PyPSA-Eur-Sec 0.4.0 (11th December 2020)

This release includes a more accurate nodal disaggregation of industry demand within each country, fixes to CHP and CCS representations, as well as changes to some configuration settings.

It has been released to coincide with PyPSA-Eur Version 0.3.0 and Technology Data Version 0.2.0, and is known to work with these releases.

New features:

  • The Hotmaps Industrial Database is used to disaggregate the industrial demand spatially to the nodes inside each country (previously it was distributed by population density).

  • Electricity demand from industry is now separated from the regular electricity demand and distributed according to the industry demand. Only the remaining regular electricity demand for households and services is distributed according to GDP and population.

  • A cost database for the retrofitting of the thermal envelope of residential and services buildings has been integrated, as well as endogenous optimisation of the level of retrofitting.

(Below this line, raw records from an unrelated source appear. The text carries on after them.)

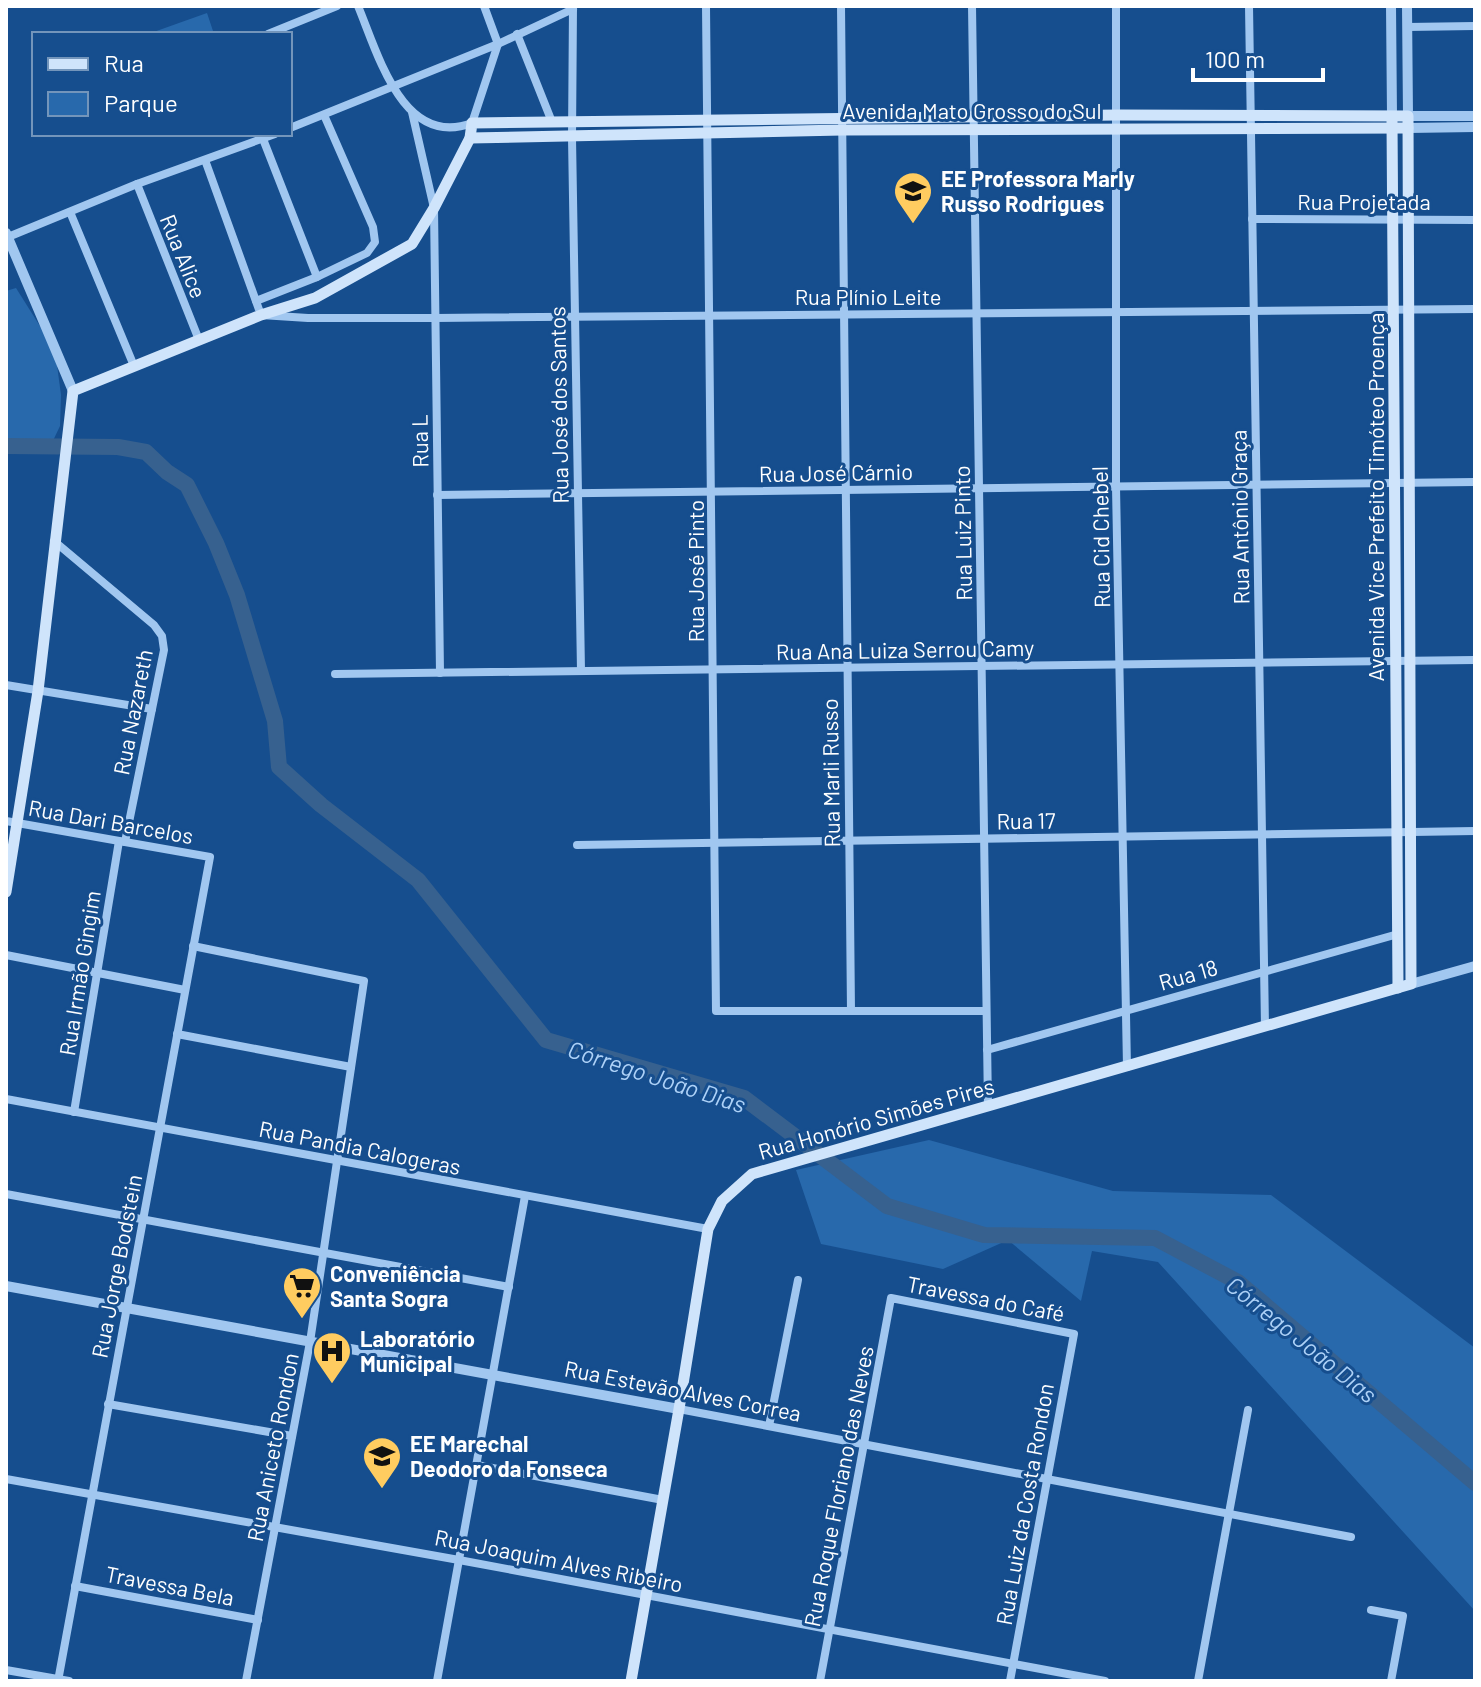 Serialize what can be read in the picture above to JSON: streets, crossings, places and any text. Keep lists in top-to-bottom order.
{
  "streets": {
    "main road": ["Avenida Mato Grosso do Sul", "Avenida Vice Prefeito Timóteo Proença", "Rua Honório Simões Pires"],
    "street": [
      "Rua Projetada",
      "Rua Alice",
      "Rua Plínio Leite",
      "Rua José dos Santos",
      "Rua L",
      "Rua José Cárnio",
      "Rua Antônio Graça",
      "Rua Luiz Pinto",
      "Rua Cid Chebel",
      "Rua José Pinto",
      "Rua Ana Luiza Serrou Camy",
      "Rua Nazareth",
      "Rua Marli Russo",
      "Rua 17",
      "Rua Dari Barcelos",
      "Rua Irmão Gingim",
      "Rua 18",
      "Rua Pandia Calogeras",
      "Rua Jorge Bodstein",
      "Travessa do Café",
      "Rua Estevão Alves Correa",
      "Rua Aniceto Rondon",
      "Rua Roque Floriano das Neves",
      "Rua Luiz da Costa Rondon",
      "Rua Joaquim Alves Ribeiro",
      "Travessa Bela"
    ]
  },
  "crossings": [
    ["Avenida Mato Grosso do Sul", "Rua José dos Santos"],
    ["Avenida Mato Grosso do Sul", "Avenida Vice Prefeito Timóteo Proença"],
    ["Avenida Mato Grosso do Sul", "Rua Antônio Graça"],
    ["Avenida Mato Grosso do Sul", "Rua Luiz Pinto"],
    ["Avenida Mato Grosso do Sul", "Rua Cid Chebel"],
    ["Avenida Mato Grosso do Sul", "Rua José Pinto"],
    ["Avenida Mato Grosso do Sul", "Rua Marli Russo"],
    ["Rua Projetada", "Avenida Vice Prefeito Timóteo Proença"],
    ["Rua Projetada", "Rua Antônio Graça"],
    ["Rua Plínio Leite", "Rua José dos Santos"],
    ["Rua Plínio Leite", "Rua L"],
    ["Rua Plínio Leite", "Avenida Vice Prefeito Timóteo Proença"],
    ["Rua Plínio Leite", "Rua Antônio Graça"],
    ["Rua Plínio Leite", "Rua Luiz Pinto"],
    ["Rua Plínio Leite", "Rua Cid Chebel"],
    ["Rua Plínio Leite", "Rua José Pinto"],
    ["Rua Plínio Leite", "Rua Marli Russo"],
    ["Rua José dos Santos", "Rua José Cárnio"],
    ["Rua José dos Santos", "Rua Ana Luiza Serrou Camy"],
    ["Rua L", "Rua José Cárnio"],
    ["Rua L", "Rua Ana Luiza Serrou Camy"],
    ["Rua José Cárnio", "Avenida Vice Prefeito Timóteo Proença"],
    ["Rua José Cárnio", "Rua Antônio Graça"],
    ["Rua José Cárnio", "Rua Luiz Pinto"],
    ["Rua José Cárnio", "Rua Cid Chebel"],
    ["Rua José Cárnio", "Rua José Pinto"],
    ["Rua José Cárnio", "Rua Marli Russo"],
    ["Avenida Vice Prefeito Timóteo Proença", "Rua Ana Luiza Serrou Camy"],
    ["Avenida Vice Prefeito Timóteo Proença", "Rua 17"],
    ["Avenida Vice Prefeito Timóteo Proença", "Rua 18"],
    ["Avenida Vice Prefeito Timóteo Proença", "Rua Honório Simões Pires"],
    ["Rua Antônio Graça", "Rua Ana Luiza Serrou Camy"],
    ["Rua Antônio Graça", "Rua 17"],
    ["Rua Antônio Graça", "Rua 18"],
    ["Rua Antônio Graça", "Rua Honório Simões Pires"],
    ["Rua Luiz Pinto", "Rua Ana Luiza Serrou Camy"],
    ["Rua Luiz Pinto", "Rua 17"],
    ["Rua Luiz Pinto", "Rua 18"],
    ["Rua Luiz Pinto", "Rua Honório Simões Pires"],
    ["Rua Cid Chebel", "Rua Ana Luiza Serrou Camy"],
    ["Rua Cid Chebel", "Rua 17"],
    ["Rua Cid Chebel", "Rua 18"],
    ["Rua Cid Chebel", "Rua Honório Simões Pires"],
    ["Rua José Pinto", "Rua Ana Luiza Serrou Camy"],
    ["Rua José Pinto", "Rua Marli Russo"],
    ["Rua José Pinto", "Rua 17"],
    ["Rua Ana Luiza Serrou Camy", "Rua Marli Russo"],
    ["Rua Nazareth", "Rua Dari Barcelos"],
    ["Rua Nazareth", "Rua Irmão Gingim"],
    ["Rua Marli Russo", "Rua 17"],
    ["Rua Dari Barcelos", "Rua Irmão Gingim"],
    ["Rua Dari Barcelos", "Rua Jorge Bodstein"],
    ["Rua Irmão Gingim", "Rua Pandia Calogeras"],
    ["Rua Honório Simões Pires", "Rua Pandia Calogeras"],
    ["Rua Honório Simões Pires", "Rua Estevão Alves Correa"],
    ["Rua Honório Simões Pires", "Rua Joaquim Alves Ribeiro"],
    ["Rua Pandia Calogeras", "Rua Jorge Bodstein"],
    ["Rua Pandia Calogeras", "Rua Aniceto Rondon"],
    ["Rua Jorge Bodstein", "Rua Estevão Alves Correa"],
    ["Rua Jorge Bodstein", "Rua Aniceto Rondon"],
    ["Rua Jorge Bodstein", "Rua Joaquim Alves Ribeiro"],
    ["Rua Jorge Bodstein", "Travessa Bela"],
    ["Travessa do Café", "Rua Roque Floriano das Neves"],
    ["Travessa do Café", "Rua Luiz da Costa Rondon"],
    ["Rua Estevão Alves Correa", "Rua Aniceto Rondon"],
    ["Rua Estevão Alves Correa", "Rua Roque Floriano das Neves"],
    ["Rua Estevão Alves Correa", "Rua Luiz da Costa Rondon"],
    ["Rua Aniceto Rondon", "Rua Joaquim Alves Ribeiro"],
    ["Rua Aniceto Rondon", "Travessa Bela"],
    ["Rua Roque Floriano das Neves", "Rua Joaquim Alves Ribeiro"],
    ["Rua Luiz da Costa Rondon", "Rua Joaquim Alves Ribeiro"]
  ],
  "water": ["Córrego João Dias"],
  "places": {
    "school or university": ["EE Professora Marly Russo Rodrigues", "EE Marechal Deodoro da Fonseca"],
    "supermarket": ["Conveniência Santa Sogra"],
    "hospital": ["Laboratório Municipal"]
  },
  "legend": ["Rua", "Parque"],
  "scale_bar": "100 m"
} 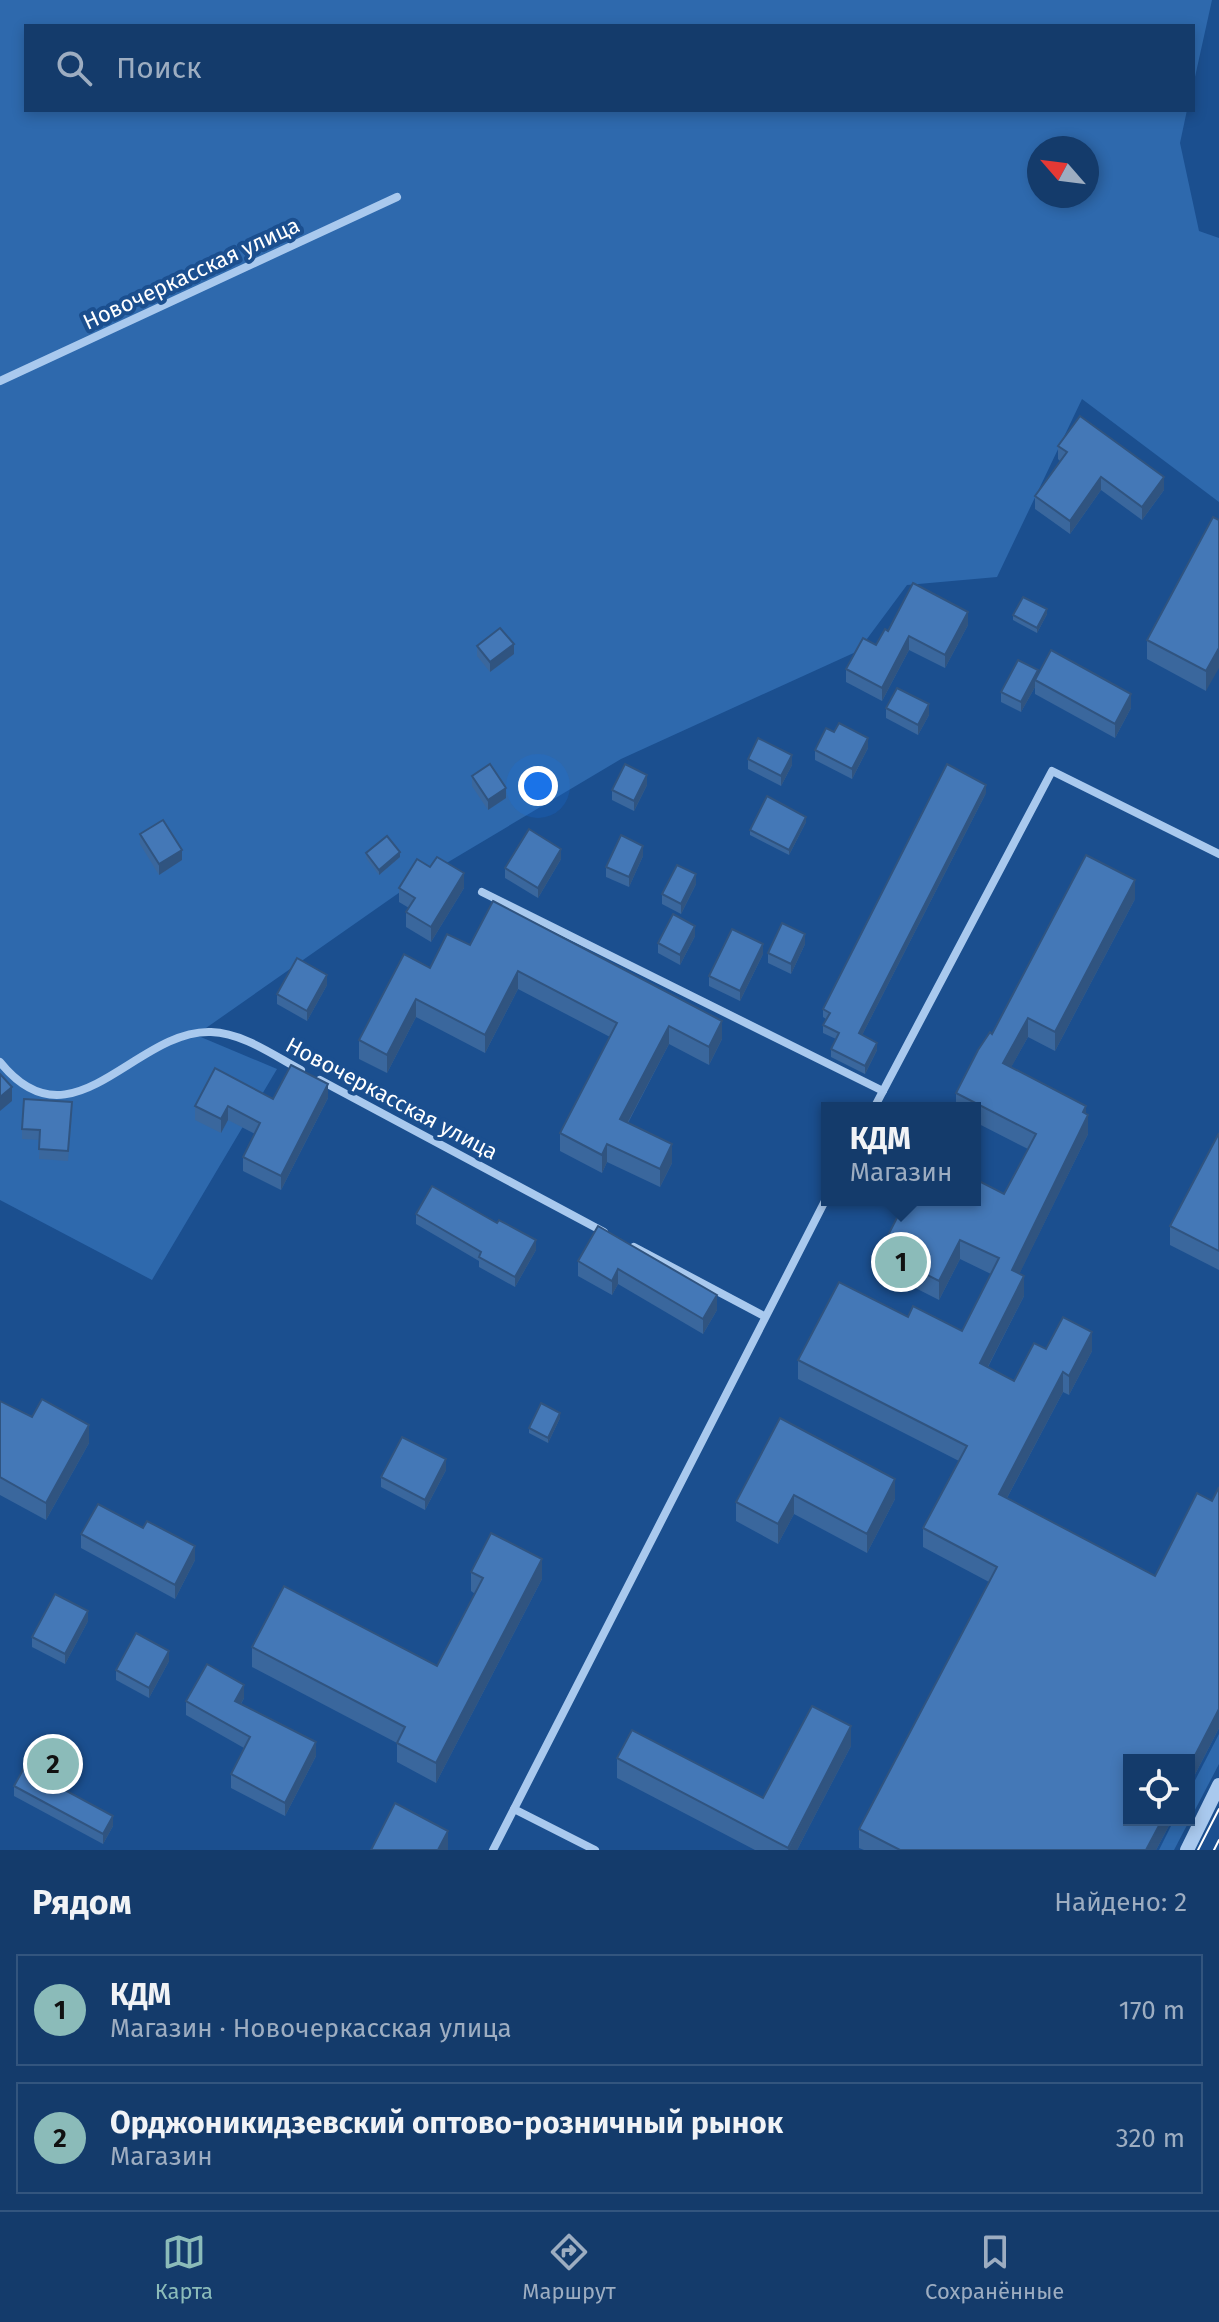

This is described in the paper Mitigating heat demand peaks in buildings in a highly renewable European energy system. Retrofitting can be activated both exogenously and endogenously from the config.yaml.

  • The biomass and gas combined heat and power (CHP) parameters c_v and c_b were read in assuming they were extraction plants rather than back pressure plants. The data is now corrected in Technology Data Version 0.2.0 to the correct DEA back pressure assumptions and they are now implemented as single links with a fixed ratio of electricity to heat output (even as extraction plants, they were always sitting on the backpressure line in simulations, so there was no point in modelling the full heat-electricity feasibility polygon). The old assumptions underestimated the heat output.

  • The Danish Energy Agency released new assumptions for carbon capture in October 2020, which have now been incorporated in PyPSA-Eur-Sec, including direct air capture (DAC) and post-combustion capture on CHPs, cement kilns and other industrial facilities. The electricity and heat demand for DAC is modelled for each node (with heat coming from district heating), but currently the electricity and heat demand for industrial capture is not modelled very cleanly (for process heat, 10% of the energy is assumed to go to carbon capture) - a new issue will be opened on this.

  • Land transport is separated by energy carrier (fossil, hydrogen fuel cell electric vehicle, and electric vehicle), but still needs to be separated into heavy and light vehicles (the data is there, just not the code yet).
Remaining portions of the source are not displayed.